Bile swam in her stomach and she could feel Trip’s sudden reaction to the flare of her emotions, but T’Pol drew in a sharp, steadying breath. Her fingers danced across the keys – one of the viewscreens immediately transformed into a view of the cargo bay and the semi-materialized shape within – as she transferred all available resources to the transport sequence. The remaining three surveillance drones she quickly landed – one in the river that crawled by the city, the other two in abandoned buildings already shattered by artillery fire – while leaving the fourth under Trip’s control. Every spare joule she could locate, she poured into the transporter, and entire terabytes of data from the previous crew’s mission of exploration was deleted to make room for the swelling demands of the pattern buffer.

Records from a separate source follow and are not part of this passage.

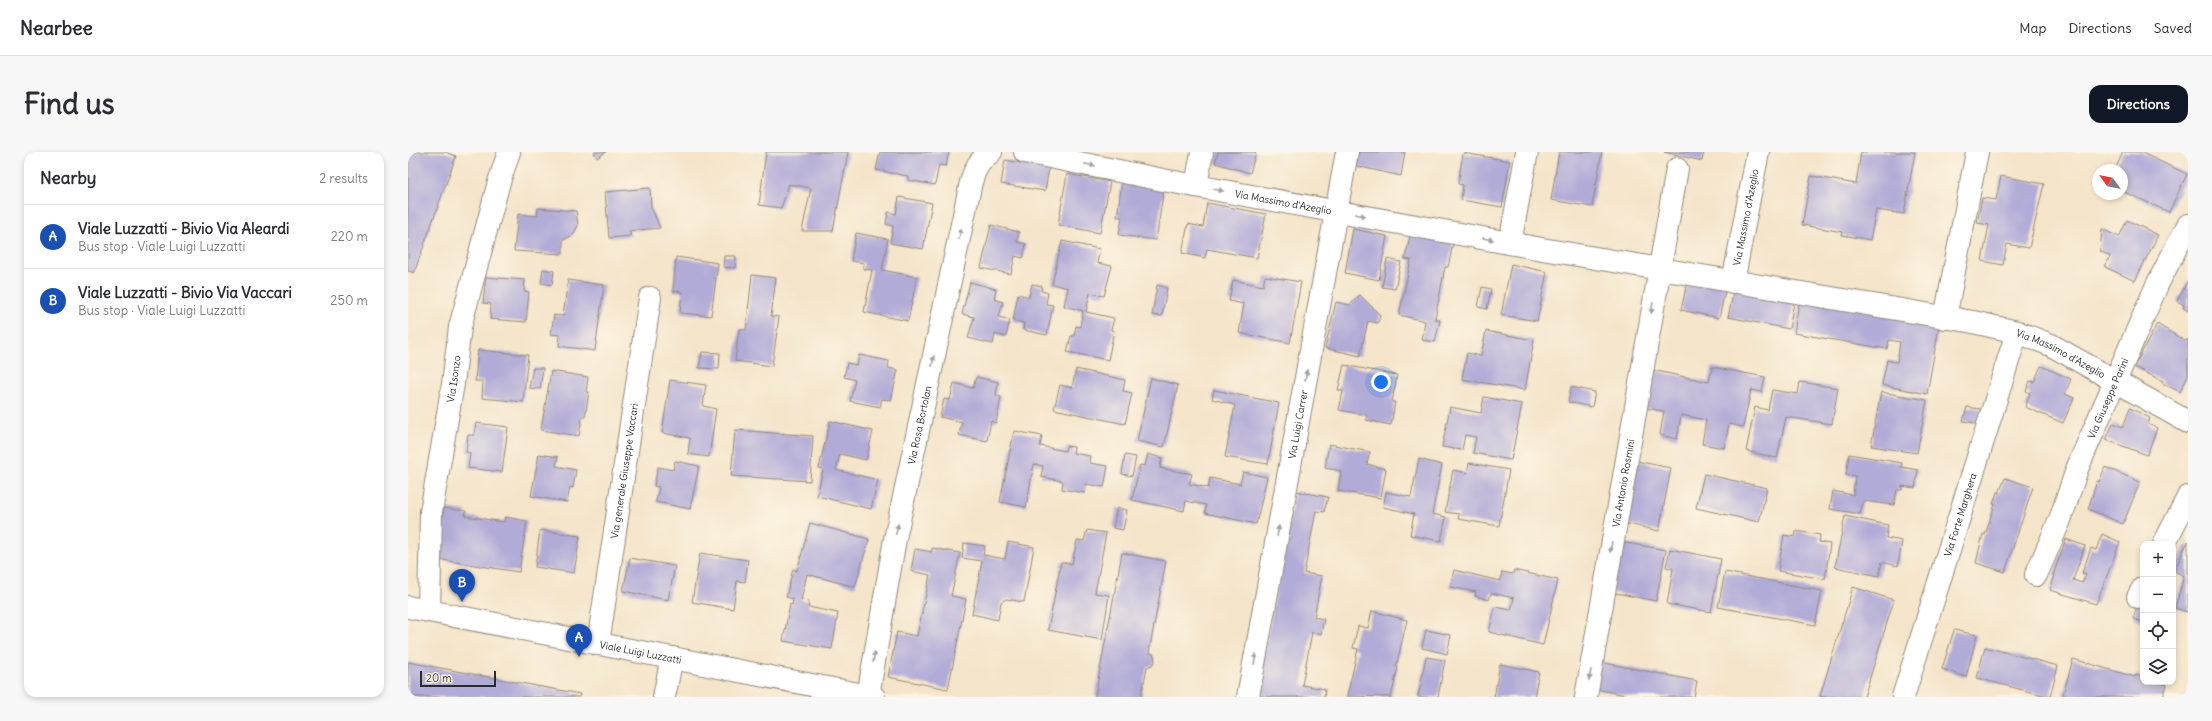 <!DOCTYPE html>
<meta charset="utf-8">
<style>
:root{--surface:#fff;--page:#f7f7f7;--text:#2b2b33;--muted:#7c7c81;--line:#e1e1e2;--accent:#111827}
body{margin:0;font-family:Delius,sans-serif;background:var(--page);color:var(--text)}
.controls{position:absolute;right:12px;bottom:12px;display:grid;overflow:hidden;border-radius:8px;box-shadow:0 2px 6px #0003}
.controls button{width:36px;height:36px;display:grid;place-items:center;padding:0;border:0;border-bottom:1px solid var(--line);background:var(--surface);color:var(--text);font:20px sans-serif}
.compass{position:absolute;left:1684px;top:12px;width:36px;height:36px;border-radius:50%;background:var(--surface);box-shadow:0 2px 6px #0003;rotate:303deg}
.scale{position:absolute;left:12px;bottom:10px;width:76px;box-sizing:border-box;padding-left:4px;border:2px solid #2b2b2b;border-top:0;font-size:11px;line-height:14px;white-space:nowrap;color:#2b2b2b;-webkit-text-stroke:3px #fcf5e5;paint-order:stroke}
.you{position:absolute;left:973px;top:230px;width:14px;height:14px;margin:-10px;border:3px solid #fff;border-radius:50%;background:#1a73e8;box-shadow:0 0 0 6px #1a73e833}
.badge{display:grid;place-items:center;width:26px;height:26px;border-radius:50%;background:var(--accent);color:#fff;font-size:13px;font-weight:700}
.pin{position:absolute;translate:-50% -33px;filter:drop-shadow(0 1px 2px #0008)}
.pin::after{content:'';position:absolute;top:21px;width:14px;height:12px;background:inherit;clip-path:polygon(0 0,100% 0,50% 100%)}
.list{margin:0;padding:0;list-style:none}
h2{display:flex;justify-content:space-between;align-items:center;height:52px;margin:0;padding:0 16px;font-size:17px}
h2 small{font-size:13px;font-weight:400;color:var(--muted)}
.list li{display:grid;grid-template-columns:26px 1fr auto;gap:12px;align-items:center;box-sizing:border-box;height:64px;padding:0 16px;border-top:1px solid var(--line)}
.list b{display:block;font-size:15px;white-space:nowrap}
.list p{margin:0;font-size:13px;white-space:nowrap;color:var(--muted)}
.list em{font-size:13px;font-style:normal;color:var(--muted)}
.icon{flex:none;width:22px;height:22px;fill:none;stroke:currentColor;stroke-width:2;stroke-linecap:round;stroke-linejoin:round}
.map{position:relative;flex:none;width:1780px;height:545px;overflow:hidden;border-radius:12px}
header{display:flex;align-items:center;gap:24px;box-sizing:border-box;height:56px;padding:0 20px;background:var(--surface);border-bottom:1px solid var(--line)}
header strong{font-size:19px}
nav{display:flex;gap:22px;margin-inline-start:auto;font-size:14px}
.intro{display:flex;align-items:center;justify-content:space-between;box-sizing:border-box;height:96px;padding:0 24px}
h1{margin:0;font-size:28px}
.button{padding:10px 18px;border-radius:12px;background:var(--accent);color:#fff;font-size:14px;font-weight:700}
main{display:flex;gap:24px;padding:0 24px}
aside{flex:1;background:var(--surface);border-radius:12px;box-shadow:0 2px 6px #0003}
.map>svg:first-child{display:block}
.building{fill:#b1abd7}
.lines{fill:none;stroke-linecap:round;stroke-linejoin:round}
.minor-casing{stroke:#90887a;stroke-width:24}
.minor{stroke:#fff;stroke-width:22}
.oneway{fill:#a0a0a0}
.labels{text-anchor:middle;stroke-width:3.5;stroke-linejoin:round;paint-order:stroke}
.street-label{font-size:10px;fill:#2b2b2b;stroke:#fcf5e5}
</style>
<header>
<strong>Nearbee</strong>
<nav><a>Map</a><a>Directions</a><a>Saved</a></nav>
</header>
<div class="intro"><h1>Find us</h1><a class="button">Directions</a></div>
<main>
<aside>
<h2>Nearby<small>2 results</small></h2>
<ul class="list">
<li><span class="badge" style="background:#1a4fb4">A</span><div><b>Viale Luzzatti - Bivio Via Aleardi</b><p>Bus stop · Viale Luigi Luzzatti</p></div><em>220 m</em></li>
<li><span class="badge" style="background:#1a4fb4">B</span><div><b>Viale Luzzatti - Bivio Via Vaccari</b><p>Bus stop · Viale Luigi Luzzatti</p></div><em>250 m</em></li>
</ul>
</aside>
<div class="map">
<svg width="1780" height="545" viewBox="0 0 1780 545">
<rect width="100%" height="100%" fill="#fcf5e5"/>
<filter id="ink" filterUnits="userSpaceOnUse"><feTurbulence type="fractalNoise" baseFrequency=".025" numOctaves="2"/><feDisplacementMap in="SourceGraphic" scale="8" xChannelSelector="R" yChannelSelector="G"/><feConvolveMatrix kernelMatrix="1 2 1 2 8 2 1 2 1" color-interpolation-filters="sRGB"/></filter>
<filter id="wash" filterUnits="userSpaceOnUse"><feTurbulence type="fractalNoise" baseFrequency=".012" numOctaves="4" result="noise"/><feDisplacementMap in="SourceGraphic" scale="16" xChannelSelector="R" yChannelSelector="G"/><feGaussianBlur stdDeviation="0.9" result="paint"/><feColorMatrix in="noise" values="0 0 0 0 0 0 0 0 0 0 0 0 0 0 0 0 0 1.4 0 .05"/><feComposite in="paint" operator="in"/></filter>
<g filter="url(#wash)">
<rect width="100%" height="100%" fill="#f4e4c9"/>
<g id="blocks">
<path class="building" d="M0 0H37L48 4 6 121 0 119Z
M186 0H198L189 6Z
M358 0H440L425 79H394L403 36 381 32 373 56 351 53Z
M472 0H541L538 14 531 13 527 33 500 28V24L468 18Z
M810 0H848L842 21 807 11Z
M951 0H997L993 24 948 14Z
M1151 0H1194L1184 55 1143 48Z
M1256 0H1296L1294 9Z
M1453 0H1507L1496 62 1468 58 1462 88 1434 83 1435 80 1394 73 1403 24 1448 32Z
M1715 0H1732L1779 22 1761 60 1714 39V18H1707Z
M1055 1 1102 9 1094 55 1053 48 1055 33 1050 32Z
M597 8 641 16 637 39 593 32Z
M659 22 702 30 692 81 650 73Z
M1593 24 1636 32 1621 96 1599 92 1595 113 1574 109 1581 73 1569 71 1574 46 1588 48Z
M714 29 756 36 748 88 711 83 714 65H709Z
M242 36 243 55 252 76 221 79 223 84 201 86 197 40Z
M491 45 524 51 515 97 482 91 485 74 478 72 480 60 488 62Z
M799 51 858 62 849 106 799 97 797 106 774 101 780 72 795 75Z
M130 56 168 59 170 73 165 83 155 88V102L106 99 110 62 129 64Z
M1719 68 1750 83 1727 129 1697 115 1702 104 1692 99 1694 77 1711 85Z
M583 73 611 80 609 90 618 92 615 106 607 104 603 122 573 116Z
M945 77 979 84 971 128 937 121Z
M1003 79 1046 87 1040 115H1037L1027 167 1032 168 1027 190 1014 188 1017 169 991 163 1003 108 997 107Z
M448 81 480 87 474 118 509 125 500 169 456 160 464 118 455 117 456 111 443 109Z
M654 89 692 97 689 111 704 114 696 144 682 141 678 160 706 166 703 178 706 179 700 208 659 200 663 184H666L668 174 672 175 675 159 656 154 660 136 644 132Z
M316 104H328L327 116 315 115Z
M268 105 310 111 303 164 272 161 274 140 265 139Z
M979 107 993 110 987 137 974 135Z
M1103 112 1139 120 1129 169 1093 163Z
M135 117 146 119 144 133 133 131Z
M1281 122 1319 131 1311 166 1273 158Z
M344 123 368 126 363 164 371 165 364 214 327 209 331 177 338 178Z
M857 124 893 130 882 191 831 181 836 152 821 149 825 128 855 134Z
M78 125 117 128 116 139 121 140 118 170 82 167 83 152 75 151Z
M160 128 196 133 187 199 151 194 152 183 143 182 146 163 155 164Z
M1780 128V159L1775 156 1776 153 1769 149Z
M562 130 588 137 586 147 595 150 591 165 602 168 598 185 587 182 585 192 560 186 566 165 554 162Z
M624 132 634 134 633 139 640 141 638 152 645 153 639 183 615 178 616 171 605 169 610 142 621 145Z
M749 133 759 136 754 164 744 163Z
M1327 133 1387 145 1381 177 1320 165Z
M1074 135 1083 137 1079 157 1070 155Z
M952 143 972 163 970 171 960 169 952 204 917 196 928 150 942 153Z
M1392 145 1532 169 1519 242 1474 233 1479 208 1489 210 1492 190 1481 188 1479 197 1386 181Z
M1749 172 1777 189 1780 187V223L1772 240 1754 231 1755 229 1726 215Z
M1078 179 1126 188 1117 238 1054 227 1059 201 1073 204Z
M70 198 120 203 115 250 74 246 75 229H67Z
M294 200 312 201 311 217 291 216Z
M451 203 481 209 480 216 490 218 483 248 474 247 472 255 442 249 447 228 436 225 439 211 449 213Z
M936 213 989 223 984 250H987L983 273 958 268 959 263 931 258 935 239 930 238Z
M1633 214 1663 227 1657 242 1666 246 1655 271 1617 255 1622 241 1618 239 1622 229 1626 230Z
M1304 215 1357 225 1354 240 1343 238 1335 275 1321 272 1316 296 1294 292 1298 268 1273 263 1269 287 1252 283 1256 259 1237 256 1244 218 1301 230Z
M125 216H135L132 237 121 236Z
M668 217 717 228 715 239 724 241 717 272 646 257 652 233 664 236Z
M143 219 180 225 178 240H181L177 265H174L171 284 133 278Z
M568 225 590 230 588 243 593 245 588 271 583 269 579 289 551 283 554 270 532 265 536 247 542 248 546 231 565 236Z
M743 226 770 233 756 295 729 289Z
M262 228 298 233 295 254 308 257 301 305 280 302 282 286 254 281Z
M1392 230 1430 236 1424 272 1378 265 1369 306 1338 299 1347 255 1360 258 1364 238 1390 242Z
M1163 235 1187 240 1184 255 1160 250Z
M806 238 871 251 860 312 817 305 827 253 804 247Z
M1473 240 1519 248 1509 301 1463 294Z
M1076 245 1114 252 1103 308 1065 301 1068 285 1057 283 1054 298 1034 295 1042 255 1073 261Z
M1559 255 1578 258 1574 272 1555 269Z
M1722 256 1742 266 1740 272 1749 276 1739 303 1698 288 1705 271 1715 275Z
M422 269 465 279 458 308 432 302 428 318 470 328 463 357 409 344 415 317 411 316Z
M68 271 100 275 94 320 60 316 62 301 58 300 60 283H66Z
M327 278 405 284 402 329 323 324Z
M606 279 634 284 632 294 657 299 658 294 666 295 665 301 682 304 681 311 700 314 696 335 678 332 677 341 654 337 655 329 633 325 635 314 626 312 618 355 592 350Z
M921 292 962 300 959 312 978 317 973 346 930 339 933 319 917 316Z
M131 302 150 305 148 314 168 318 165 336 162 335 159 350 123 344Z
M740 302 754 306 752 316 784 322 781 332 800 336 802 326 832 332 835 320 859 325 848 372 797 361 798 353 778 349 776 359 724 348 732 313 737 314Z
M1441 302 1494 311 1493 315 1510 318 1507 336 1494 334V338H1489L1486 353 1455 349 1452 362 1422 357 1425 339 1445 343 1447 324 1438 323Z
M717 303 728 305 724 324 714 322Z
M1011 307 1034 313 1024 362 1038 365 1033 389 1002 383 1006 362 975 355 978 340 1003 345Z
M267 309 291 314 282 357 248 350 251 335 246 334 250 315 265 318Z
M1228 309 1263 316 1251 379 1216 371Z
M1061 311 1101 318 1091 374 1050 367 1051 362 1037 360 1045 318 1059 321Z
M1697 315 1732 330 1715 372 1680 357 1689 329 1691 330Z
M1296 322 1359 336 1351 370 1288 356Z
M1597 326 1625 335 1597 420 1568 411 1575 382 1577 383 1587 352H1585L1589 340 1591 341Z
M887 339 920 345 916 360 908 359 896 421 914 424 906 465 916 467 913 482 904 480 894 533 917 537 916 545H848Z
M36 356 58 359 57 364 96 370 97 365 119 369 111 420 28 407Z
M709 356 719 358 715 378 705 376Z
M1437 364 1480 373 1478 386 1494 389 1490 414 1474 410 1471 424 1427 415Z
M402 371 461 387 447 435 399 422 393 448 401 449 400 455 430 461 424 497 375 489 382 452 384 453 385 447 378 445 385 417 389 419Z
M132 378 172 384 166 421 127 415Z
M679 378 698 381 687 441 701 443 694 488 640 478 653 410 664 412 669 388 676 389Z
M1388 379 1412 383 1411 390 1422 392 1417 427 1370 419 1376 383 1387 385Z
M1694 382 1712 390 1688 452 1642 438 1647 423H1645L1658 387 1677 394 1665 428 1674 431 1678 422 1674 421 1683 396 1688 398Z
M1780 389V460L1767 456 1776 424 1766 419Z
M600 390 626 395 616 450 598 447 593 450 590 468 564 462 574 409 554 406 556 391 577 394 575 403 597 407Z
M1213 390 1258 398 1248 449 1203 440Z
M524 396 552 401 543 444 558 447 540 537 480 525 489 480 509 484 522 423 503 419 507 397 524 400Z
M1262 397 1313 407 1303 460 1259 452 1265 417 1258 415Z
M292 401 340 408 337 430 329 429 325 457 284 450Z
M714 401 758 409 741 500 746 503 747 509 744 513 739 515 733 545H691L687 544Z
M222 406 267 414 260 448 215 439Z
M1046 418 1092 429 1094 420 1105 422 1106 418 1150 428 1135 493 1081 480 1087 455 1103 458 1106 446 1083 441 1081 448 1067 444 1068 440 1042 435Z
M1317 420 1414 439 1407 473 1310 455Z
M1445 435 1486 448 1456 545H1415L1412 544Z
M1730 451 1735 453V470L1725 467Z
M964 459 999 468 988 515H990L983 545 939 544 950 497 945 496 950 474 960 476Z
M1018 478 1043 483 1039 502 1014 496Z
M1546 478 1569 483 1558 525 1534 517Z
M1577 495 1650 514 1642 545 1569 526Z
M1018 505 1037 508 1030 545H1010Z
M1665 507 1727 525 1728 523 1735 525V530H1750L1759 533 1755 545H1661L1655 543Z
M0 510 172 542 171 545H0Z
M1192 510 1289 529 1286 545H1228L1187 537Z
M1092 512 1131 520 1126 545H1086Z"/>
</g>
</g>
<g filter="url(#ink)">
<use href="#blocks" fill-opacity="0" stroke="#90887a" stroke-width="1"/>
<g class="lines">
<defs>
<g id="minor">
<path id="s1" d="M617 0 755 28 1134 97 1565 170 1609 180 1643 193 1780 270"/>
<path d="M788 34 794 0"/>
<path d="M1102 91 1119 0"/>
<path id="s2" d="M1325 130 1350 0"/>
<path d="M1537 166 1569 0"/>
<path d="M1756 392 1780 345"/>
<path id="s3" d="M1628 423 1652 368 1669 317 1691 266 1749 133 1780 73"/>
<path d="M1730 445 1735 436"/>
<path id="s4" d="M0 455 466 545"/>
<path id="s5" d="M21 459 23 360 45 232 52 175 91 30 101 0"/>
<path id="s6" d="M190 492 242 146"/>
<path id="s7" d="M460 544 487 387 563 30C567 17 571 8 583 0"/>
<path d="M256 545 264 506"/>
<path id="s8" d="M840 545 939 0"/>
<path id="s9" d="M1178 545 1269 17"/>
<path id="s10" d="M1495 545 1609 180"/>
</g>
</defs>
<use href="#minor" class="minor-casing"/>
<use href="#minor" class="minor"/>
</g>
<defs><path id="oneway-solid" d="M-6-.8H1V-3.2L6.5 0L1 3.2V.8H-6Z"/></defs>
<g class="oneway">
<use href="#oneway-solid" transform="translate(682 13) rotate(12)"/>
<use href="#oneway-solid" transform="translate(810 38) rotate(10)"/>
<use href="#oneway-solid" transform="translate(952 63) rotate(11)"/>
<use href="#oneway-solid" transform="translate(552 82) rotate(-78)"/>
<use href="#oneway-solid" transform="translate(1080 87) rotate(11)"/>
<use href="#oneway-solid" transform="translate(1244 156) rotate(100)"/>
<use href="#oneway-solid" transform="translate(525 209) rotate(-78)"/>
<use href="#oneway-solid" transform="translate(898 223) rotate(-80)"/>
<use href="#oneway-solid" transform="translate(489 377) rotate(-78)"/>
<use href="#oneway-solid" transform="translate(870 379) rotate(-80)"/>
<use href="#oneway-solid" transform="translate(1203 395) rotate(100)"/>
<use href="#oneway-solid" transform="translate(466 505) rotate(-81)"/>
<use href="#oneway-solid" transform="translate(847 507) rotate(-80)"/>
<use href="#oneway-solid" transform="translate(1182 523) rotate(100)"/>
</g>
</g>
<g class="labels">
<g class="street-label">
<text dy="4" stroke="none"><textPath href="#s1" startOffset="263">Via Massimo d'Azeglio</textPath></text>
<text dy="4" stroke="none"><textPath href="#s2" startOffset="66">Via Massimo d'Azeglio</textPath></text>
<text dy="4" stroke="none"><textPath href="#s1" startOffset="1057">Via Massimo d'Azeglio</textPath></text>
<text dy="4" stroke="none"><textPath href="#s5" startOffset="234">Via Isonzo</textPath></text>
<text dy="4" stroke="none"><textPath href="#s3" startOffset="191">Via Giuseppe Parini</textPath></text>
<text dy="4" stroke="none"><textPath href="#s7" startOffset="276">Via Rosa Bortolan</textPath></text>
<text dy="4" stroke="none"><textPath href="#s8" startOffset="277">Via Luigi Carrer</textPath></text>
<text dy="4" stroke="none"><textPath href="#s6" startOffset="175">Via generale Giuseppe Vaccari</textPath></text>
<text dy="4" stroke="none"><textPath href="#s9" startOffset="217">Via Antonio Rosmini</textPath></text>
<text dy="4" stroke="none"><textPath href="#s10" startOffset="191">Via Forte Marghera</textPath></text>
<text dy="4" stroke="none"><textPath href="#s4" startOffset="237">Viale Luigi Luzzatti</textPath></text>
</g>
</g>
</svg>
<div class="controls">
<button>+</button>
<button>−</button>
<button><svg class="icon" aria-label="locate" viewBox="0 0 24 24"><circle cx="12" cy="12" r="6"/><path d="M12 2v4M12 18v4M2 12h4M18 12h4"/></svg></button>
<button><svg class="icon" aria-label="layers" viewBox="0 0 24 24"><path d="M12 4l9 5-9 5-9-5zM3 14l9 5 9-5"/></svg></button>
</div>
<svg class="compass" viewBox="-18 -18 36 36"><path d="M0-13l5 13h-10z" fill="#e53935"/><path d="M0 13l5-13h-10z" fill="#7c7c81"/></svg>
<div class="scale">20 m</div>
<div class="you"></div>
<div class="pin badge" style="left:171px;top:505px;background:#1a4fb4">A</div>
<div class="pin badge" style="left:54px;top:450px;background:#1a4fb4">B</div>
</div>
</main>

But it still wasn’t enough.
With a sharp pop that echoed throughout the ship, the transport sequence abruptly terminated, and the matter stream coalesced into a vaguely humanoid shape. He was frozen in place, a hideous distortion of a sentient being, with misshapen limbs and distended flesh blisters bubbling up off his skin. Wooden slats from the partially materialized crate that Trip had targeted were embedded within the Ekosian’s flesh, but the re-integration was such that there was no way to determine where he began and the box ended. His muscles twitched and convulsed, and his skin was too shiny, as if it had been recently bathed in liquid. T’Pol stared at the image with horror stamped on her face.
And then, he exploded.
“T’Pol!” Trip’s voice echoed loudly through the ship’s comm.-system, snapping her out of the fugue state that had momentarily frozen her in place. Even if she could not hear the terror in his voice, she could certainly feel it across the surging psychic connection. Her control in tatters, T’Pol deactivated the cargo bay image and half crawled, half fell out of the command chair. She dropped to her knees and barely managed to get clear of the flight console before retching upon the floor. Again and again, she vomited and her muscles quivered spasmodically as she purged herself. Finally, long moments after the last of her dry heaves subsided, control returned.
And with it came a crippling guilt that threatened to destroy her utterly.
“Trip,” she rasped softly, her voice harsh and ragged, “I need you.” It was the height of Vulcan impropriety to admit such a thing out loud, but T’Pol no longer cared. Without her mate, she would collapse under the crushing tide of guilt over the unintentional death at her hands.
“I’m on my way,” he replied tightly. He didn’t ask why, didn’t ask for further clarification regarding her loss of emotional control and T’Pol felt a tiny bit of the shame pressing down upon her ease fractionally. Her mate was coming. He would make things better.
But that didn’t stem the tears that began to trickle down her face.